In response to her murder, many celebrities called for justice for the young girl, expressing their horror over the violence perpetrated against her. At the same time, actor Ayeza Khan took to social media to caution people against posting as much online, nonsensically calling for people to “take responsibility for what we share”. But this isn’t a cautionary tale of the perils of social media — it’s yet another case of an entitled man who couldn’t take no for an answer.
Young girls should be able to post innocent videos of themselves and their friends without some actor chiming in online to tell everyone we must “take responsibility for what we share” after they are brutally murdered. The victim doesn’t need to take any responsibility here; the burden of responsibility lies squarely on the man who killed her because he couldn’t handle being rejected.
Sana was killed because she said no. She was killed in the supposed safety of her own home. Her death is tragic, but it is in no way her fault because she posted things online.
Mere weeks after a landmark judgment upholding the death sentence of Zahir Jaffer, the man who brutally murdered Noor Mukadam in Islamabad, the country mourns the cold-blooded murder of another young woman. It is because Sana was a TikTok star that most people even know of her story. There are thousands of other women killed who don’t have ‘Justice For’ hashtags or friends and families campaigning for their killers to be brought to justice. Their loved ones simply pack up their belongings, wipe their tears and must go on with their lives, resigned to the fact that their daughter or sister or friend is not the first or last woman in Pakistan to be killed by a man.

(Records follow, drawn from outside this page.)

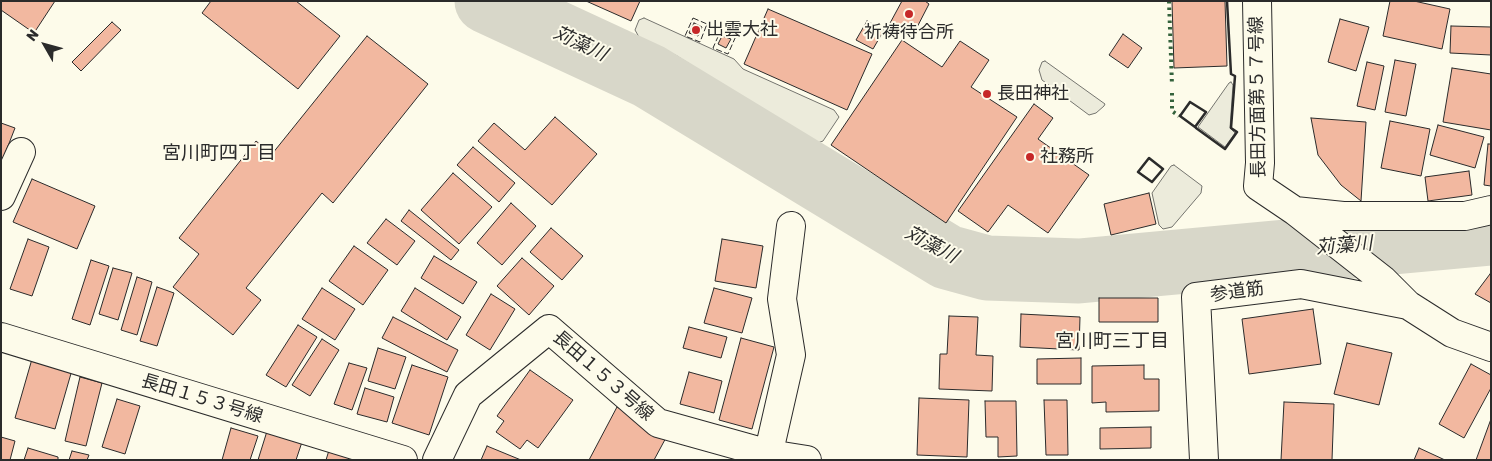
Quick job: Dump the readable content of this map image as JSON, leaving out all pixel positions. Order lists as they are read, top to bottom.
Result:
{
  "streets": {
    "street": ["長田方面第５７号線", "参道筋", "長田１５３号線"]
  },
  "crossings": [
    ["長田方面第５７号線", "参道筋"]
  ],
  "districts": ["宮川町四丁目", "宮川町三丁目"],
  "water": ["苅藻川"],
  "places": [
    "祈祷待合所",
    "出雲大社",
    "長田神社",
    "社務所"
  ],
  "north": "top left"
}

When men (and a fair share of women) scoff at the slogans at the Aurat March protesting this violence, when they slam the women who dare to go, when they brush it all off as elite women making a fuss over nothing, we think of Sana, of Noor, of Sarah Inam, of Zainab, of Qandeel Baloch, of all the women killed in Pakistan by men who believed being born a man allowed them to do what they liked, women’s lives be damned.

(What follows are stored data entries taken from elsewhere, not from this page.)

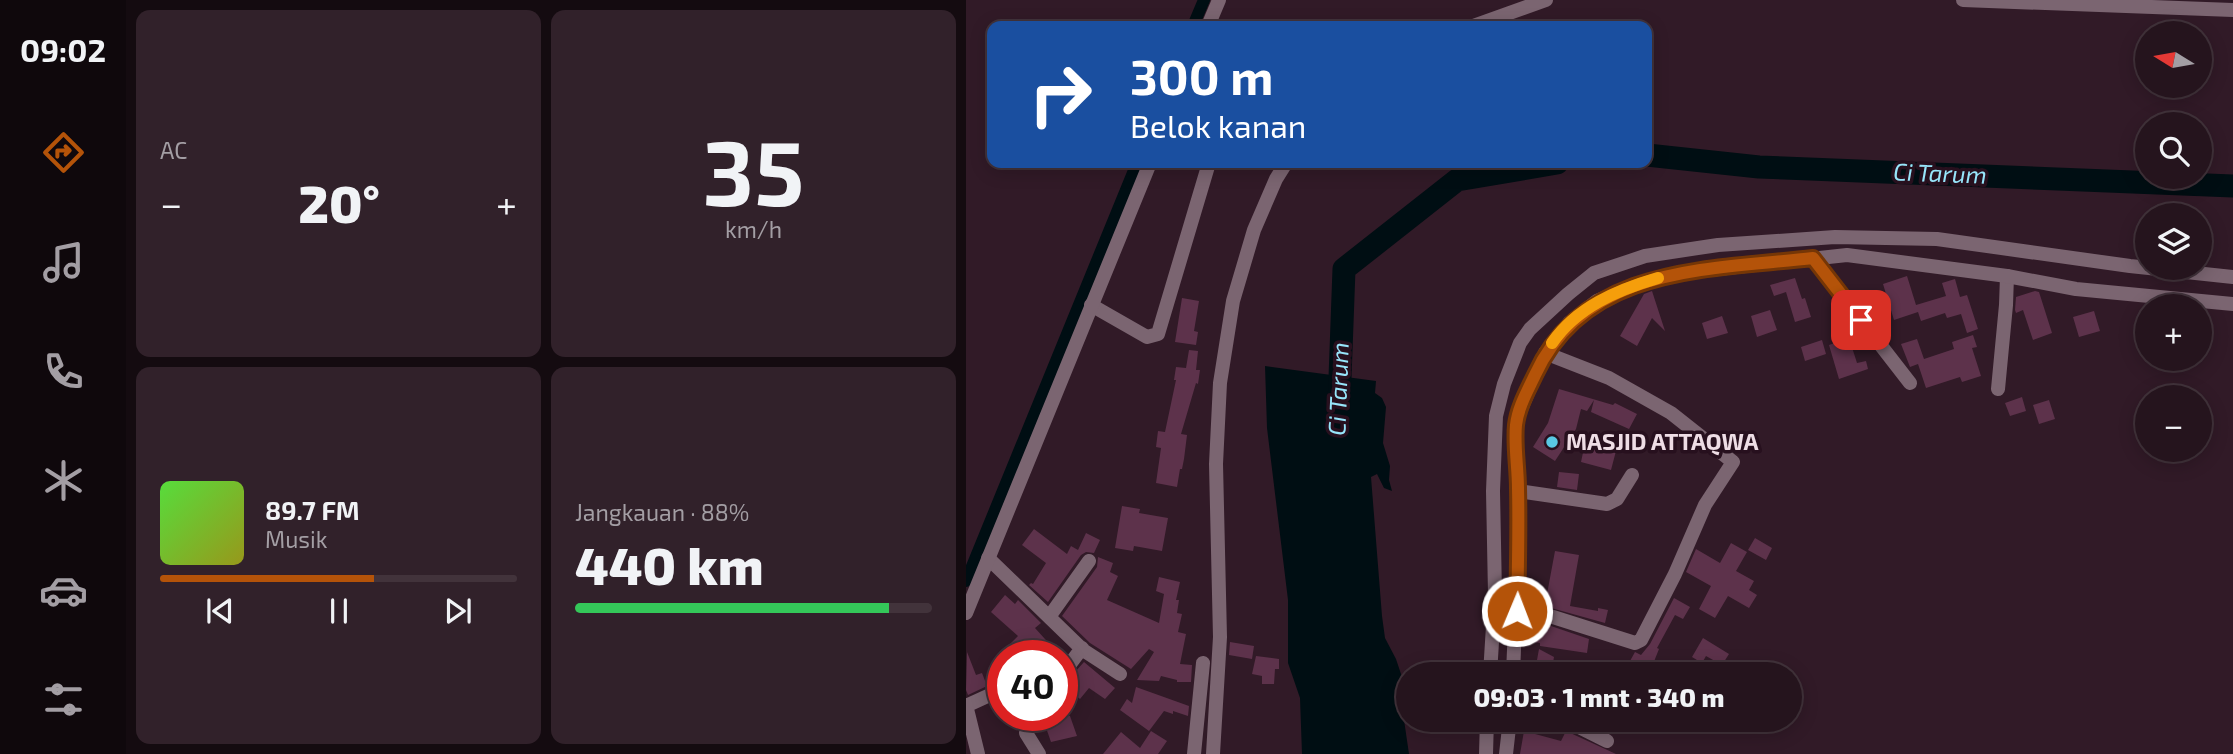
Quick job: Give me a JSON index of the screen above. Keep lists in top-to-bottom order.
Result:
{
  "water": ["Ci Tarum"],
  "places": ["MASJID ATTAQWA"],
  "north": "left",
  "page": {
    "tabs": "09:02",
    "tile": [
      "AC",
      ["35", "km/h"],
      ["Jangkauan · 88%", "440 km"]
    ],
    "map_buttons": ["+", "−"],
    "turn": ["300 m", "Belok kanan"],
    "heat": ["−", "20°", "+"],
    "song": ["89.7 FM", "Musik"],
    "limit": "40",
    "trip": "09:03 · 1 mnt · 340 m"
  }
}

Pakistan doesn’t just have a law and order problem; it has a man problem, one we don’t seem to want to resolve. When men believe they are entitled to women and their attention, when they can’t take no for an answer, when they can’t begin to imagine that women have their own agency and right to decide what they want, they kill them. And we let it happen, again and again.
The calls for publicly hanging the culprit that inevitably arise after any incident of violence against a woman will amount to nothing, because hanging one man doesn’t solve a problem that many Pakistani men do not think is a problem at all. Many would do the same thing if they were rejected or insulted by a woman. Their ‘honour’ is at stake, after all.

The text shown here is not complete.